Every entry, exactly as given, must be retyped.

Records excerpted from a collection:
------------
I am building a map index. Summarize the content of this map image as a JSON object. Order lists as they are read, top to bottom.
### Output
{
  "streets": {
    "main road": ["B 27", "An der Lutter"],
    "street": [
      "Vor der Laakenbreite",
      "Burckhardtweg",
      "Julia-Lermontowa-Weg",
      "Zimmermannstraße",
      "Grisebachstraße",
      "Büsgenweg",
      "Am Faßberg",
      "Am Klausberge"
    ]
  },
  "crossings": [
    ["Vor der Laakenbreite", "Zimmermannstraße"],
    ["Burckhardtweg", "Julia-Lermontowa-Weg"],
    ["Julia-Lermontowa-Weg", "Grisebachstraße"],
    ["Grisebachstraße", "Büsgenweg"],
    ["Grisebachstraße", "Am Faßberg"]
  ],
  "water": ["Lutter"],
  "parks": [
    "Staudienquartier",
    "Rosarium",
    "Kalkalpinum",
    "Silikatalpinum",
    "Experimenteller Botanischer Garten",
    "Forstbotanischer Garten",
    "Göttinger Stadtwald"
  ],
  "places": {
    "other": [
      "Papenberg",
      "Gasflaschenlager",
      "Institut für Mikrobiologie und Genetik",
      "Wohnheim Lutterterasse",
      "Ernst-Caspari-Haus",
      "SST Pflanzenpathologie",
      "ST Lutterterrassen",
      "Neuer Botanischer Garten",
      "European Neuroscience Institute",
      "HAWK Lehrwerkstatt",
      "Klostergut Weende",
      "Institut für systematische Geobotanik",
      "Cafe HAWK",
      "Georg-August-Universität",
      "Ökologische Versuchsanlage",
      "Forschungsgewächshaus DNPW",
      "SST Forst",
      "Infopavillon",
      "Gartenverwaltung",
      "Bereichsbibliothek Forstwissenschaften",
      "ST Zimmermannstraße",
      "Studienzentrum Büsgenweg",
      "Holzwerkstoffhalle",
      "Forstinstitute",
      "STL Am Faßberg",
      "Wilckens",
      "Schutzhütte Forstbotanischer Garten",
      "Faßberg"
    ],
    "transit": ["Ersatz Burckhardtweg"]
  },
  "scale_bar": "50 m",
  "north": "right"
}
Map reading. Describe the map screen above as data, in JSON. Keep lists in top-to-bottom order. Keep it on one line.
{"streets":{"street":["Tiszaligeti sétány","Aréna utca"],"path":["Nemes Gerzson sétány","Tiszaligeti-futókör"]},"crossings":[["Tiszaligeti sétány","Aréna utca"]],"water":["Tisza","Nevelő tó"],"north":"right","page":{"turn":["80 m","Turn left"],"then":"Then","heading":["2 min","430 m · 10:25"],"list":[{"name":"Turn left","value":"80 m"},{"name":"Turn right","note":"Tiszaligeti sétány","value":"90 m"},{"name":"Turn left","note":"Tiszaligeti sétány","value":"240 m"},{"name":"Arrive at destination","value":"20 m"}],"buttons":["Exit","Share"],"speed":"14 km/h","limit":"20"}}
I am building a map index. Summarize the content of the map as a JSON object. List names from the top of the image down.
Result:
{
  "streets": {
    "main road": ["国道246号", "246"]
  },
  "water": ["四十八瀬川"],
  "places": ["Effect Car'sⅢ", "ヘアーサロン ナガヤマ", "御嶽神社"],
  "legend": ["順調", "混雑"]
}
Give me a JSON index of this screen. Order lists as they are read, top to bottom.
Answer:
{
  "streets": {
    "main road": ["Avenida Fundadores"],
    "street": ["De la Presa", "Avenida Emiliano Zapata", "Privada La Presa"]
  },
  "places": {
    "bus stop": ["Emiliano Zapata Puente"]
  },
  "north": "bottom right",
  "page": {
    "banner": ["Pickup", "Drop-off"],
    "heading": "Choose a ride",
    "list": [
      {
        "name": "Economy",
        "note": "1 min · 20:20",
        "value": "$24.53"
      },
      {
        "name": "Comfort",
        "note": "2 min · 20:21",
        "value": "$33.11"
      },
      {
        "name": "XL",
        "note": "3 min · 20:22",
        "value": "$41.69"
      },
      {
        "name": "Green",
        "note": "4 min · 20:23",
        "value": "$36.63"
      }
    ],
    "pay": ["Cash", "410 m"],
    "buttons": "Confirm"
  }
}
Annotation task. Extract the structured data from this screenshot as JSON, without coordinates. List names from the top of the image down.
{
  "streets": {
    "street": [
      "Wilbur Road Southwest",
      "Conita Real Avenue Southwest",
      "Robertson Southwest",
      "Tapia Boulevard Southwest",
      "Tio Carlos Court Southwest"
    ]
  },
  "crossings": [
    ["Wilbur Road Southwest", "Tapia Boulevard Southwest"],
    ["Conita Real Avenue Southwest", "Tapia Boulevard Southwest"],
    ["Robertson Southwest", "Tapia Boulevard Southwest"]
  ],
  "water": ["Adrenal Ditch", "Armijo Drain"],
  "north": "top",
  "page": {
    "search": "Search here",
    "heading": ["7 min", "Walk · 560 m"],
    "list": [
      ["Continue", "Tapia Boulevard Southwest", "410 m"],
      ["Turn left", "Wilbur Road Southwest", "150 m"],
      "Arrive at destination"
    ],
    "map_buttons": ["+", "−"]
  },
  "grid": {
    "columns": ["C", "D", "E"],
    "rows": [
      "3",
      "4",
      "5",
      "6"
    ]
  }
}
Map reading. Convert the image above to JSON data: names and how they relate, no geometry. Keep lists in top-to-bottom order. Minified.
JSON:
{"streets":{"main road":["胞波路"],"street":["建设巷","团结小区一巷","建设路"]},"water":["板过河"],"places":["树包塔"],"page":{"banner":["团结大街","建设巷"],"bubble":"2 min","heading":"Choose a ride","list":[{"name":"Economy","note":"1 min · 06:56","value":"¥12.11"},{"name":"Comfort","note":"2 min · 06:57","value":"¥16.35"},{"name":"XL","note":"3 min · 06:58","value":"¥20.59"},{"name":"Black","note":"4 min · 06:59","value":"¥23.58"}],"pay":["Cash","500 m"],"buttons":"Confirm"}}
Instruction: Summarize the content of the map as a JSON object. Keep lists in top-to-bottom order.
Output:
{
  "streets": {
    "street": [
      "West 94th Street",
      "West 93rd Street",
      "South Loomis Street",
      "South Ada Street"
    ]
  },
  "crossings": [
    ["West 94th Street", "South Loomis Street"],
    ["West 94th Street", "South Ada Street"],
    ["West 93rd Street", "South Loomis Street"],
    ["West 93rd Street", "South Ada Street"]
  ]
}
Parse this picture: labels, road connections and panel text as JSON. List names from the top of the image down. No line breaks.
------------
Output:
I am building a map index. Summarize the content of this map image as a JSON object. Order lists as they are read, top to bottom.
### Output
{
  "streets": {
    "main road": ["B 27", "An der Lutter"],
    "street": [
      "Vor der Laakenbreite",
      "Burckhardtweg",
      "Julia-Lermontowa-Weg",
      "Zimmermannstraße",
      "Grisebachstraße",
      "Büsgenweg",
      "Am Faßberg",
      "Am Klausberge"
    ]
  },
  "crossings": [
    ["Vor der Laakenbreite", "Zimmermannstraße"],
    ["Burckhardtweg", "Julia-Lermontowa-Weg"],
    ["Julia-Lermontowa-Weg", "Grisebachstraße"],
    ["Grisebachstraße", "Büsgenweg"],
    ["Grisebachstraße", "Am Faßberg"]
  ],
  "water": ["Lutter"],
  "parks": [
    "Staudienquartier",
    "Rosarium",
    "Kalkalpinum",
    "Silikatalpinum",
    "Experimenteller Botanischer Garten",
    "Forstbotanischer Garten",
    "Göttinger Stadtwald"
  ],
  "places": {
    "other": [
      "Papenberg",
      "Gasflaschenlager",
      "Institut für Mikrobiologie und Genetik",
      "Wohnheim Lutterterasse",
      "Ernst-Caspari-Haus",
      "SST Pflanzenpathologie",
      "ST Lutterterrassen",
      "Neuer Botanischer Garten",
      "European Neuroscience Institute",
      "HAWK Lehrwerkstatt",
      "Klostergut Weende",
      "Institut für systematische Geobotanik",
      "Cafe HAWK",
      "Georg-August-Universität",
      "Ökologische Versuchsanlage",
      "Forschungsgewächshaus DNPW",
      "SST Forst",
      "Infopavillon",
      "Gartenverwaltung",
      "Bereichsbibliothek Forstwissenschaften",
      "ST Zimmermannstraße",
      "Studienzentrum Büsgenweg",
      "Holzwerkstoffhalle",
      "Forstinstitute",
      "STL Am Faßberg",
      "Wilckens",
      "Schutzhütte Forstbotanischer Garten",
      "Faßberg"
    ],
    "transit": ["Ersatz Burckhardtweg"]
  },
  "scale_bar": "50 m",
  "north": "right"
}
Map reading. Describe the map screen above as data, in JSON. Keep lists in top-to-bottom order. Keep it on one line.
{"streets":{"street":["Tiszaligeti sétány","Aréna utca"],"path":["Nemes Gerzson sétány","Tiszaligeti-futókör"]},"crossings":[["Tiszaligeti sétány","Aréna utca"]],"water":["Tisza","Nevelő tó"],"north":"right","page":{"turn":["80 m","Turn left"],"then":"Then","heading":["2 min","430 m · 10:25"],"list":[{"name":"Turn left","value":"80 m"},{"name":"Turn right","note":"Tiszaligeti sétány","value":"90 m"},{"name":"Turn left","note":"Tiszaligeti sétány","value":"240 m"},{"name":"Arrive at destination","value":"20 m"}],"buttons":["Exit","Share"],"speed":"14 km/h","limit":"20"}}
I am building a map index. Summarize the content of the map as a JSON object. List names from the top of the image down.
Result:
{
  "streets": {
    "main road": ["国道246号", "246"]
  },
  "water": ["四十八瀬川"],
  "places": ["Effect Car'sⅢ", "ヘアーサロン ナガヤマ", "御嶽神社"],
  "legend": ["順調", "混雑"]
}
Give me a JSON index of this screen. Order lists as they are read, top to bottom.
Answer:
{
  "streets": {
    "main road": ["Avenida Fundadores"],
    "street": ["De la Presa", "Avenida Emiliano Zapata", "Privada La Presa"]
  },
  "places": {
    "bus stop": ["Emiliano Zapata Puente"]
  },
  "north": "bottom right",
  "page": {
    "banner": ["Pickup", "Drop-off"],
    "heading": "Choose a ride",
    "list": [
      {
        "name": "Economy",
        "note": "1 min · 20:20",
        "value": "$24.53"
      },
      {
        "name": "Comfort",
        "note": "2 min · 20:21",
        "value": "$33.11"
      },
      {
        "name": "XL",
        "note": "3 min · 20:22",
        "value": "$41.69"
      },
      {
        "name": "Green",
        "note": "4 min · 20:23",
        "value": "$36.63"
      }
    ],
    "pay": ["Cash", "410 m"],
    "buttons": "Confirm"
  }
}
Annotation task. Extract the structured data from this screenshot as JSON, without coordinates. List names from the top of the image down.
{
  "streets": {
    "street": [
      "Wilbur Road Southwest",
      "Conita Real Avenue Southwest",
      "Robertson Southwest",
      "Tapia Boulevard Southwest",
      "Tio Carlos Court Southwest"
    ]
  },
  "crossings": [
    ["Wilbur Road Southwest", "Tapia Boulevard Southwest"],
    ["Conita Real Avenue Southwest", "Tapia Boulevard Southwest"],
    ["Robertson Southwest", "Tapia Boulevard Southwest"]
  ],
  "water": ["Adrenal Ditch", "Armijo Drain"],
  "north": "top",
  "page": {
    "search": "Search here",
    "heading": ["7 min", "Walk · 560 m"],
    "list": [
      ["Continue", "Tapia Boulevard Southwest", "410 m"],
      ["Turn left", "Wilbur Road Southwest", "150 m"],
      "Arrive at destination"
    ],
    "map_buttons": ["+", "−"]
  },
  "grid": {
    "columns": ["C", "D", "E"],
    "rows": [
      "3",
      "4",
      "5",
      "6"
    ]
  }
}
Map reading. Convert the image above to JSON data: names and how they relate, no geometry. Keep lists in top-to-bottom order. Minified.
JSON:
{"streets":{"main road":["胞波路"],"street":["建设巷","团结小区一巷","建设路"]},"water":["板过河"],"places":["树包塔"],"page":{"banner":["团结大街","建设巷"],"bubble":"2 min","heading":"Choose a ride","list":[{"name":"Economy","note":"1 min · 06:56","value":"¥12.11"},{"name":"Comfort","note":"2 min · 06:57","value":"¥16.35"},{"name":"XL","note":"3 min · 06:58","value":"¥20.59"},{"name":"Black","note":"4 min · 06:59","value":"¥23.58"}],"pay":["Cash","500 m"],"buttons":"Confirm"}}
Instruction: Summarize the content of the map as a JSON object. Keep lists in top-to-bottom order.
Output:
{
  "streets": {
    "street": [
      "West 94th Street",
      "West 93rd Street",
      "South Loomis Street",
      "South Ada Street"
    ]
  },
  "crossings": [
    ["West 94th Street", "South Loomis Street"],
    ["West 94th Street", "South Ada Street"],
    ["West 93rd Street", "South Loomis Street"],
    ["West 93rd Street", "South Ada Street"]
  ]
}
Parse this picture: labels, road connections and panel text as JSON. List names from the top of the image down. No line breaks.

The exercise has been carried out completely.